Und NJ schien mich zu verstehen wie kein anderer, was seine Antwort ziemlich deutlich bewies.

„Jess, du brauchst keine Angst zu haben, ich bin für dich da. Wir kriegen das zusammen hin. Du wirst nicht in ein Krankenhaus müssen, zumindest nicht heute Nacht. Bitte vertrau mir, und versuche an diese Kühlakkus heranzukommen. Es ist sehr, sehr wichtig, dass du das geschwollene Knie kühlst, damit die Schwellung zurückgehen kann, und deine Schmerzen besser werden. Ich spreche aus Erfahrung, aber ich glaube, das weißt du."

Es war unglaublich, wie er auf mich einging und auch, wie er mich zu Dingen motivieren konnte, vor welchen ich Angst hatte. Ich fürchtete mich davor, das Bett zu verlassen und mich in den Rollstuhl zu hieven, weil ich wusste, dass die Schmerzen dann wahrscheinlich schlimmer werden würden. Doch ich musste es tun, um an diese verdammten Kühlakkus heranzukommen, damit die Stiche in meinem Knie aufhörten, oder zumindest nachließen.

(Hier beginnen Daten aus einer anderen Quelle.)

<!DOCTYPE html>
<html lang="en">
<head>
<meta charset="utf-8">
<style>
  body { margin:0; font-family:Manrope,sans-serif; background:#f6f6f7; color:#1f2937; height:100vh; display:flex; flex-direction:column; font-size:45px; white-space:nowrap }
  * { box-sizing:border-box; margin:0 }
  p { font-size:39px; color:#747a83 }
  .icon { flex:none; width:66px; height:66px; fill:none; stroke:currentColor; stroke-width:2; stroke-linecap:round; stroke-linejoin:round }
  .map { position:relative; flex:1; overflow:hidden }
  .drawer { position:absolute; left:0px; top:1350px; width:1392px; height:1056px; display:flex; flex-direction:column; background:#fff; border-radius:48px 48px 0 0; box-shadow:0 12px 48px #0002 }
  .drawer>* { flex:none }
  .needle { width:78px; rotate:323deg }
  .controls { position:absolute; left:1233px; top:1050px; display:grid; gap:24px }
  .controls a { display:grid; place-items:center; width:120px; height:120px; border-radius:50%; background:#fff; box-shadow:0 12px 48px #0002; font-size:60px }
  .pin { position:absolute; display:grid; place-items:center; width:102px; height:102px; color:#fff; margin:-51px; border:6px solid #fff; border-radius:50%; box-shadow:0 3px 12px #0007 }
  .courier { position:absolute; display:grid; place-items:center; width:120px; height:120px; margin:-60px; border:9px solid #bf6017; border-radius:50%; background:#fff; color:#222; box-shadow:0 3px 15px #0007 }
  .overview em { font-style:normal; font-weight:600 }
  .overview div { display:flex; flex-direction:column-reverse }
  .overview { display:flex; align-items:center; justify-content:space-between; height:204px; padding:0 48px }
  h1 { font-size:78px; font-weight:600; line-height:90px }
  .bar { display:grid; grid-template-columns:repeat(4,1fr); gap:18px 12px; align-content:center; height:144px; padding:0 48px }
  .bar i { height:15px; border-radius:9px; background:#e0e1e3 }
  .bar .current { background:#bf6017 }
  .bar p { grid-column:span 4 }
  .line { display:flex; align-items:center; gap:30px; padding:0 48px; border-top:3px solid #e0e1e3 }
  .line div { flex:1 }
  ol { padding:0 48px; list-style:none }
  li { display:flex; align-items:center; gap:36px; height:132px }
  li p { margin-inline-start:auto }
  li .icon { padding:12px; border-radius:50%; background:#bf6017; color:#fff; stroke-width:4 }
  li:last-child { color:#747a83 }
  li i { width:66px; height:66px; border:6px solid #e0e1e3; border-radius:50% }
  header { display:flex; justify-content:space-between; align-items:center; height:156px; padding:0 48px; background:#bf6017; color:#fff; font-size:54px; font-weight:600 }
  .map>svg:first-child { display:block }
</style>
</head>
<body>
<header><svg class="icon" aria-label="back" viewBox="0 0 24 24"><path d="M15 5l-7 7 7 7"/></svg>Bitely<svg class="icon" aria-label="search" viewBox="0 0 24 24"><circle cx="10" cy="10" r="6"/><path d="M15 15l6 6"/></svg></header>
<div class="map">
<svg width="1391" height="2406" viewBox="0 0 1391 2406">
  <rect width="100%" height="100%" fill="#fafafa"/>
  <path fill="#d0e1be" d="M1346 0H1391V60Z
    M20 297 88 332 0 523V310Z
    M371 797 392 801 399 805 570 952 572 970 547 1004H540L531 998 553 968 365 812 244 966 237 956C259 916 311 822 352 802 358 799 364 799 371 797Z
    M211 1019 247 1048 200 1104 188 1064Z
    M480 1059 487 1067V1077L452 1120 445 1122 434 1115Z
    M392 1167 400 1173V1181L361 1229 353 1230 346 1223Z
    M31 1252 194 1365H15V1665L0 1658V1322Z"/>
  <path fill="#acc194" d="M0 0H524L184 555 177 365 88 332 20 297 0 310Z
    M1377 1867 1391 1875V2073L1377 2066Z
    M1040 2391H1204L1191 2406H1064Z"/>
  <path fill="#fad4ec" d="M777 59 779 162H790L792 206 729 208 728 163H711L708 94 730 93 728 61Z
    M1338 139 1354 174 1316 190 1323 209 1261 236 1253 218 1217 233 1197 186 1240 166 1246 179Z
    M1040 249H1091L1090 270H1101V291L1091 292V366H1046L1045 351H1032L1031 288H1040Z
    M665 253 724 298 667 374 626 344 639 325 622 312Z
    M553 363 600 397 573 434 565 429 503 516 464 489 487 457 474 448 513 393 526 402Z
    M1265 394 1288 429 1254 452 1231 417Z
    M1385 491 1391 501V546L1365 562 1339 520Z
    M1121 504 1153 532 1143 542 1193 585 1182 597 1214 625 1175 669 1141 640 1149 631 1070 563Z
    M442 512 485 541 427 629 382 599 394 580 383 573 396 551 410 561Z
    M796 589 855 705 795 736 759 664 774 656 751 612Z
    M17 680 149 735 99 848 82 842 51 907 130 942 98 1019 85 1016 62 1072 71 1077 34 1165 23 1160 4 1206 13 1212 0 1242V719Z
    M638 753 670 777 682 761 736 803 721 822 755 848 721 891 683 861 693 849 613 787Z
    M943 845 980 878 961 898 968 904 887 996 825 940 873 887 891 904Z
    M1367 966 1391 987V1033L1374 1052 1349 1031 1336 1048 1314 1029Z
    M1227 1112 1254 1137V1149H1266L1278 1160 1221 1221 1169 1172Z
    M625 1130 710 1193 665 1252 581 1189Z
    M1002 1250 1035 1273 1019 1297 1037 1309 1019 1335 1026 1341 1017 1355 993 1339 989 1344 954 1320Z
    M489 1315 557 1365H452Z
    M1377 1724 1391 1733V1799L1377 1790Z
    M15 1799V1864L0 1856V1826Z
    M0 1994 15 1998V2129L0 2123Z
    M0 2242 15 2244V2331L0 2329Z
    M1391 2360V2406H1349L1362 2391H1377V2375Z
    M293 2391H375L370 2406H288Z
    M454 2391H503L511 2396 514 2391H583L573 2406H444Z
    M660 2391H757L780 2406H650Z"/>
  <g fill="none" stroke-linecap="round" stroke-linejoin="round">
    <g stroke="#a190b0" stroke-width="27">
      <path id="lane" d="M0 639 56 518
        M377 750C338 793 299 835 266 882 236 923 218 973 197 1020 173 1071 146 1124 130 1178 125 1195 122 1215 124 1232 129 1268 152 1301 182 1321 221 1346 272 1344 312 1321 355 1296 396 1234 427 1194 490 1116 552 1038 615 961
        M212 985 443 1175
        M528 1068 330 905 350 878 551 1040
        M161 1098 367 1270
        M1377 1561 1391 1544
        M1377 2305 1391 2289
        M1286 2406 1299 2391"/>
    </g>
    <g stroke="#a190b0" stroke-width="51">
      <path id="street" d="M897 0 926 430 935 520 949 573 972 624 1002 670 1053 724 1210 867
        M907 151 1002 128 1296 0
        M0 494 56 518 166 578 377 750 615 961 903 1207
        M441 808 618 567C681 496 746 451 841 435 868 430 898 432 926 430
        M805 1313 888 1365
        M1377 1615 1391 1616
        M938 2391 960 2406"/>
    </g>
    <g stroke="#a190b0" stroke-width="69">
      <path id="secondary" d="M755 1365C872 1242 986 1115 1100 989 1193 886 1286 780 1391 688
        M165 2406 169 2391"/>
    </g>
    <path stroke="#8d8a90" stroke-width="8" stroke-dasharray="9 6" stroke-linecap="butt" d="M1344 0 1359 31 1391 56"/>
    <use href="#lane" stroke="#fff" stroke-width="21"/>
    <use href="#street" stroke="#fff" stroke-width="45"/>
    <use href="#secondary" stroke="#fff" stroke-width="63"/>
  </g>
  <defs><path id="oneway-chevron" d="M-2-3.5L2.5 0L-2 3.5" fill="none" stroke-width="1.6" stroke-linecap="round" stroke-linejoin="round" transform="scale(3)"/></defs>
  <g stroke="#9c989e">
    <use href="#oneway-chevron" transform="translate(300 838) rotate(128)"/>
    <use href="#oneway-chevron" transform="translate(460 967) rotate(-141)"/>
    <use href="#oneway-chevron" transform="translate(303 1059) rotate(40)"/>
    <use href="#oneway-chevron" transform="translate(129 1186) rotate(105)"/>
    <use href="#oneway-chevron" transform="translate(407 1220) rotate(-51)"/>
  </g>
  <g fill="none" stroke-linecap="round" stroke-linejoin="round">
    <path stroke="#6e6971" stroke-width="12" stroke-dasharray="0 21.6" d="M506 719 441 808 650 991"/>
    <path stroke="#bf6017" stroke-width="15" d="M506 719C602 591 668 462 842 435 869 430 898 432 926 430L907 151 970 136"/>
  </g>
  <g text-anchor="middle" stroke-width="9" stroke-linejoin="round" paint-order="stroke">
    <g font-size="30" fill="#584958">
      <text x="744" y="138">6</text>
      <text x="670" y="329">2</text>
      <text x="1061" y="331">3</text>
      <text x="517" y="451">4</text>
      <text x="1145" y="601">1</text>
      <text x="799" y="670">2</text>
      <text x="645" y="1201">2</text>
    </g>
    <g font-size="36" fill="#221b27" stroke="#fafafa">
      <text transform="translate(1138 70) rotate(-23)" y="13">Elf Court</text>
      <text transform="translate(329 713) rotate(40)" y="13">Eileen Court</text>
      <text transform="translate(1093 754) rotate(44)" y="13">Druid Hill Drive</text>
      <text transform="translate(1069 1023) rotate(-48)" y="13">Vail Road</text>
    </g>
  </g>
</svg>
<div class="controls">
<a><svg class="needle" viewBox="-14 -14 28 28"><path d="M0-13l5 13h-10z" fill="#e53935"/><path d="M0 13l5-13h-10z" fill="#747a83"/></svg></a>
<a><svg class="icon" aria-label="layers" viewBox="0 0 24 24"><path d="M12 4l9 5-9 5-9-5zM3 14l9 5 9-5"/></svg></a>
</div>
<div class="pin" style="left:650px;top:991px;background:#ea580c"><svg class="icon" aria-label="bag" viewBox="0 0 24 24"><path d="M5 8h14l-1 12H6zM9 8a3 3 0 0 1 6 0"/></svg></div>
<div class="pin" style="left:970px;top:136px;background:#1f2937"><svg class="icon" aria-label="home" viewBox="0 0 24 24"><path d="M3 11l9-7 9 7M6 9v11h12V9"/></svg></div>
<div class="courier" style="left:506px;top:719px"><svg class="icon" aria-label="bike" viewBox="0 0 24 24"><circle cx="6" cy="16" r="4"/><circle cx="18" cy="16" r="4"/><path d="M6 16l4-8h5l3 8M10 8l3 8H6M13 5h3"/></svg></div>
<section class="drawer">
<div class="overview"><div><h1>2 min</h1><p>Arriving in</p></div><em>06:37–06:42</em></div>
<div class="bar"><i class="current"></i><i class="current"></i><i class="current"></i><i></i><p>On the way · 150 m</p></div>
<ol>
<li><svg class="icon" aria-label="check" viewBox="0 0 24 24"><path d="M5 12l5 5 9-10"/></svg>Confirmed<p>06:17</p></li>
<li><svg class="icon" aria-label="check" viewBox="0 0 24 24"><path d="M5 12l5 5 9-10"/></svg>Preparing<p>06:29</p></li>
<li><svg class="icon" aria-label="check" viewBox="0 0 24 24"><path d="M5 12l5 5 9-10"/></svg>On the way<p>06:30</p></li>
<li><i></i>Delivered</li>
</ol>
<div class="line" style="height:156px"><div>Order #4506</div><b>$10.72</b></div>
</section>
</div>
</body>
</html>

„Ok, ich versuche es", schrieb ich zurück, worauf NJ mit einem: „Ok, ich bin bei dir, wenn du jetzt aus dem Bett steigst und in die Küche fährst. Stell dir einfach vor, ich würde deine Hand halten."

Sein Zuspruch machte mir Mut, sehr großen sogar. NJ würde die ganze Zeit auf mich aufpassen, auch wenn er das nur mental tat, half es eine ganze Menge.

Entschlossen biss ich die Zähne zusammen und versuchte mich ganz langsam im Bett aufzurichten. Obwohl jede Bewegung Schmerzen im Knie hervorrief, machte ich weiter. Nachdem ich es geschafft hatte, meinen Körper in den Rollstuhl zu hieven, atmete ich tief durch, bevor ich NJ eine Nachricht schickte.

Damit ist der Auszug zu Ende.